A volte, quando era più grandicello, Yuri era anche andata da solo a prendere il padre soprattutto di venerdì pomeriggio, d’estate, quando era in vacanza oppure nei giorni prefestivi o festivi, quando gli operai erano richiamati per lavori straordinari: e in quegli anni accadeva assai spesso. E mentre lo aspettava gironzolava a curiosare intorno alla fabbrica, che gli sembrava enorme: si affacciava su un grande appezzamento di terra coltivata in una parte a uliveto, un’altra a frutteto – peri e peschi – e una parte ancora più ampia riservata all’orto. E in mezzo ai campi vi erano ben due canalizzazioni – le gore – con le acque montane che venivano ampiamente utilizzate in alcune delle fasi produttive tessili e che acquisivano i colori di moda procedendo poi nella valle verso il fiume Arno ed il mare.
Era per Yuri, questo, un mondo magico, che veniva limitato da una “muraglia” che correva dal corpo della struttura per alcune centinaia di metri con un’altezza di due metri e mezzo sino al limite dei campi che erano poi recintati con una rete metallica poco meno alta che lasciava intravedere altri campi e qualche casa colonica.

Al di là vi era la città con i suoi traffici, i suoi negozi, i suoi affari; era la città dei “signori” che si contrapponeva a quella dei “lavoratori”: così raccontava il padre a Yuri, al quale toccava fantasticare e limitarsi solo a questo, essendogli impedito l’attraversamento, fino a che non andò alle scuole dei “grandi”, quando si rese conto che suo padre aveva perfettamente ragione. I figli dei signori andavano ad alcune scuole e se ne vantavano, mentre i figli degli operai ne frequentavano altre ed avvertivano dentro di loro con rabbia questa distinzione.

C’era un “muro” che non era formato da sassi, malto e mattoni e che non poteva essere abbattuto con i soliti mezzi meccanici.
Ecco, Yuri nel 1989 a poco più di venti anni davanti a quelle immagini di Berlino dentro di sè voleva capire se e come sarebbe stato possibile abbattere anche a Prato le divisioni sociali, quelle di classe, per intendersi con i parametri che utilizzavano suo padre ed i suoi zii, che però non ne avevano ancora consapevolezza piena e non gli sapevano rispondere, se non in modo superficiale e generico.

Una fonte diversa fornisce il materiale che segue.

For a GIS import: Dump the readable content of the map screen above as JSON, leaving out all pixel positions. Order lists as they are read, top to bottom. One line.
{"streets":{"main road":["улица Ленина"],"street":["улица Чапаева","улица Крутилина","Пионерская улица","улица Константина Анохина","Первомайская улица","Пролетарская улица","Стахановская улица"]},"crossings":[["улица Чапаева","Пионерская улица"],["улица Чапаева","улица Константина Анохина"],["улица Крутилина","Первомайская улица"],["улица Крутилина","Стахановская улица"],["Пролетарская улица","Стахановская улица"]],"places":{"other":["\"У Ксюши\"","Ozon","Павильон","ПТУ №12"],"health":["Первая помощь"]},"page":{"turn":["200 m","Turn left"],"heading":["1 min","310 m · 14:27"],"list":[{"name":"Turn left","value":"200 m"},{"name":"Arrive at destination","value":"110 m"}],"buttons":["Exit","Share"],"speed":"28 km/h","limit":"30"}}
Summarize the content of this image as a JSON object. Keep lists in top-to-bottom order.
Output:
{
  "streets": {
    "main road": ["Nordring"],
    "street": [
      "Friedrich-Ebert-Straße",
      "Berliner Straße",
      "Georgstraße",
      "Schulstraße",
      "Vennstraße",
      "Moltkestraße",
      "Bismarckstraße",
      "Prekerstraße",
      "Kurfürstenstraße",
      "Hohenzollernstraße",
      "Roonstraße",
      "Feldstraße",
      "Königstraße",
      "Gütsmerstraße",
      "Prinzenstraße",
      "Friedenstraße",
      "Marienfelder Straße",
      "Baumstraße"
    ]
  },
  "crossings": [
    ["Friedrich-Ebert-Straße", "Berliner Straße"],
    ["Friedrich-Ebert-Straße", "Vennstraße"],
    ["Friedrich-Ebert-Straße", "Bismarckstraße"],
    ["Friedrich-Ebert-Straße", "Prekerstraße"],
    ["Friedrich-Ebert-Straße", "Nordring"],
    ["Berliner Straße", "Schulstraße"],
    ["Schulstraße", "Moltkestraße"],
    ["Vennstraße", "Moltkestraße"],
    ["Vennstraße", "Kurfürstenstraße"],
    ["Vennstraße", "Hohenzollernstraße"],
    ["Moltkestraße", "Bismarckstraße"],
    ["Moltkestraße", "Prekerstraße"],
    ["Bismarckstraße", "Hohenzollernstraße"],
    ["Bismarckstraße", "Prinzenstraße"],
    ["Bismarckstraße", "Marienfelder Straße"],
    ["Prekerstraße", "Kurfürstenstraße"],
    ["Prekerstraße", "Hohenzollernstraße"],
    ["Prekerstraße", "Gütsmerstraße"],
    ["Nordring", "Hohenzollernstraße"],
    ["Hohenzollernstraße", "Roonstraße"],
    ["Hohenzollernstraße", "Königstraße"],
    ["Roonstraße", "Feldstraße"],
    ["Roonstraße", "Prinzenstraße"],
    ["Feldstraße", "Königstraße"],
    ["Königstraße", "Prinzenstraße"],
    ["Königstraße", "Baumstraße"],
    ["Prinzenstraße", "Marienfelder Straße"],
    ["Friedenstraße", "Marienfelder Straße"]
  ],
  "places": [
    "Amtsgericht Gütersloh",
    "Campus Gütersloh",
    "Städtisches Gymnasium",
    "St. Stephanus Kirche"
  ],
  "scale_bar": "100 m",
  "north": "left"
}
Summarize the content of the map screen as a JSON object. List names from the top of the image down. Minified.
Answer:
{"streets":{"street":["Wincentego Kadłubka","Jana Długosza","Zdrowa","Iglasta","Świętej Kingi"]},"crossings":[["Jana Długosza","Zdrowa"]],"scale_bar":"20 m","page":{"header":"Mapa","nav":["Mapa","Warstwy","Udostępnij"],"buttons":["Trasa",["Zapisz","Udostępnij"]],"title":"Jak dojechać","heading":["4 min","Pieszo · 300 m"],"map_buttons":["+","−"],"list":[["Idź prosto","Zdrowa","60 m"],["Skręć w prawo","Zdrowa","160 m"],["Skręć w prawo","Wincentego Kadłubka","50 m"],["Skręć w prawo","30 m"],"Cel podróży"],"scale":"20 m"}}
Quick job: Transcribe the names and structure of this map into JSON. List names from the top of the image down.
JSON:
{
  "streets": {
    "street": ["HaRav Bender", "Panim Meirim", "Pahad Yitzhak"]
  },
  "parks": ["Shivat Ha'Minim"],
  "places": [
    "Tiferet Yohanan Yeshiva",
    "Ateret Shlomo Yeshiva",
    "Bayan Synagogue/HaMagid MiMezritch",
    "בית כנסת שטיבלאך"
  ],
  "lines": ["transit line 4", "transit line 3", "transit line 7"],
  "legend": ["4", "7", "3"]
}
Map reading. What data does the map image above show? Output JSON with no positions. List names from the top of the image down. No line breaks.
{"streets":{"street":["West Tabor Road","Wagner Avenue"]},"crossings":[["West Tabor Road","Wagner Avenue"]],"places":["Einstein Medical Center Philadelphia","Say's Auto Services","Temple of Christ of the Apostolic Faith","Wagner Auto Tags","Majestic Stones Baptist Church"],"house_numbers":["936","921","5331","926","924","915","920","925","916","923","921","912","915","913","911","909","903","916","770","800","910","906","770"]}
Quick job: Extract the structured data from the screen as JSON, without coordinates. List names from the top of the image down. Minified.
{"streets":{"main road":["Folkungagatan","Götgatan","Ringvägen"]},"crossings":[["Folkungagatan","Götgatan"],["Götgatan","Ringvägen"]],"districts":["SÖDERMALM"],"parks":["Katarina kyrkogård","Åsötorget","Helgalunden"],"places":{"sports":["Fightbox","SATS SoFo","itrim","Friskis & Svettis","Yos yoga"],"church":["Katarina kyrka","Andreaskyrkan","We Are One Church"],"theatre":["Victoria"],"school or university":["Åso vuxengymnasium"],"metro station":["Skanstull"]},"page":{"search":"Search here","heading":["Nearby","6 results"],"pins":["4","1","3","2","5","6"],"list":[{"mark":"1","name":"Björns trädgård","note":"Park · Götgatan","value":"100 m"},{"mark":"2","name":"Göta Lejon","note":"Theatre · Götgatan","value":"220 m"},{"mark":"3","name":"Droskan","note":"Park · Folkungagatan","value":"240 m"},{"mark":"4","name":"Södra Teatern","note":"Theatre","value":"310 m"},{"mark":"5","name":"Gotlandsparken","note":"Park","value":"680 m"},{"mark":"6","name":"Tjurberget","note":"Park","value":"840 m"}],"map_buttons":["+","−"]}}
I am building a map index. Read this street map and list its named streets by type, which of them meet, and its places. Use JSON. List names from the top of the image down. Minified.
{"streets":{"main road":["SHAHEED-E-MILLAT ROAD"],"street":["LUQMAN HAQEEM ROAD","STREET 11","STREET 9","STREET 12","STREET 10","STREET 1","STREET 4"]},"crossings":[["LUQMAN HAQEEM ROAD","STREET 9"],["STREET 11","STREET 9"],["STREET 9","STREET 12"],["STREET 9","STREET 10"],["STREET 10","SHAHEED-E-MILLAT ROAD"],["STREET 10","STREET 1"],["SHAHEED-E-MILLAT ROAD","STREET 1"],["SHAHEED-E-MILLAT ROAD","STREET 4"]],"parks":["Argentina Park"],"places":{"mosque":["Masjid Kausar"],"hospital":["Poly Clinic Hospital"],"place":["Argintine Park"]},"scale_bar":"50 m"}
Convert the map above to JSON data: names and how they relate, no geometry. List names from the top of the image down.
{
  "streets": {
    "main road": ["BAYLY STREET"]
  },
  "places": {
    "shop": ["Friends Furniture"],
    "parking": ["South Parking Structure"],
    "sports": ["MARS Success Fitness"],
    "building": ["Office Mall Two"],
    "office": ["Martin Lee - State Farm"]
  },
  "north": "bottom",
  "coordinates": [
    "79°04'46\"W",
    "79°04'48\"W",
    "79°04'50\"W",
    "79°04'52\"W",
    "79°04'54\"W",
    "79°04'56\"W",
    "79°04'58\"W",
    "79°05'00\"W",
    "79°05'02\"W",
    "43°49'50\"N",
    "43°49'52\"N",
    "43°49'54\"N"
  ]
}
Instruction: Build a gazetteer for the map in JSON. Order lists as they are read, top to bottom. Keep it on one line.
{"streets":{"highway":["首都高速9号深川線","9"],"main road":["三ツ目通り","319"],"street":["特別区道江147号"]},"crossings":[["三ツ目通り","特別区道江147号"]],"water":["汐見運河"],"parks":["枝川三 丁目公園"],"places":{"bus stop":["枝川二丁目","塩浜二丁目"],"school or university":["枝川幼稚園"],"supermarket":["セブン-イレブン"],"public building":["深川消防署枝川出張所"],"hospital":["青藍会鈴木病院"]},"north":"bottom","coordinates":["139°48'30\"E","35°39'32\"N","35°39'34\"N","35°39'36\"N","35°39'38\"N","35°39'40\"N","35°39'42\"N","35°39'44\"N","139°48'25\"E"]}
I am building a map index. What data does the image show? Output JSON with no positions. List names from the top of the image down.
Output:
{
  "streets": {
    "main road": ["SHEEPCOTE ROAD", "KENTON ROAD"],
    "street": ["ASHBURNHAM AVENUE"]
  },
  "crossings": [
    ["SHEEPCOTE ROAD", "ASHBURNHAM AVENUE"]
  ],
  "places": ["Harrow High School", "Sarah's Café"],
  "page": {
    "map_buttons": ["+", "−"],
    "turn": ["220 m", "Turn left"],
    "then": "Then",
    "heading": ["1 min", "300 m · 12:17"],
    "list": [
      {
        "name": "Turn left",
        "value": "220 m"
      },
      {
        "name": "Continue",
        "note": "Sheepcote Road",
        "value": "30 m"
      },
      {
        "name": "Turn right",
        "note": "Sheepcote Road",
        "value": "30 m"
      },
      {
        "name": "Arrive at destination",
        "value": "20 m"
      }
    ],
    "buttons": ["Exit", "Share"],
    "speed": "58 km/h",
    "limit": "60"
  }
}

Yuri ha ora poco meno di 50 anni. Il “muro” anche nella città dove continua a vivere è stato formalmente abbattuto in uno dei varchi su cui passa una strada. Non ci sono più le stesse divisioni, sostituite però da altre più complesse e diffuse a macchia di leopardo, che coinvolgono diverse e multicolori etnie per nuove sfide nel campo dell’integrazione, sempre più ardue e difficili. Altri “muri” simbolici che Yuri ed i suoi amici si impegnano quotidianamente ad abbattere.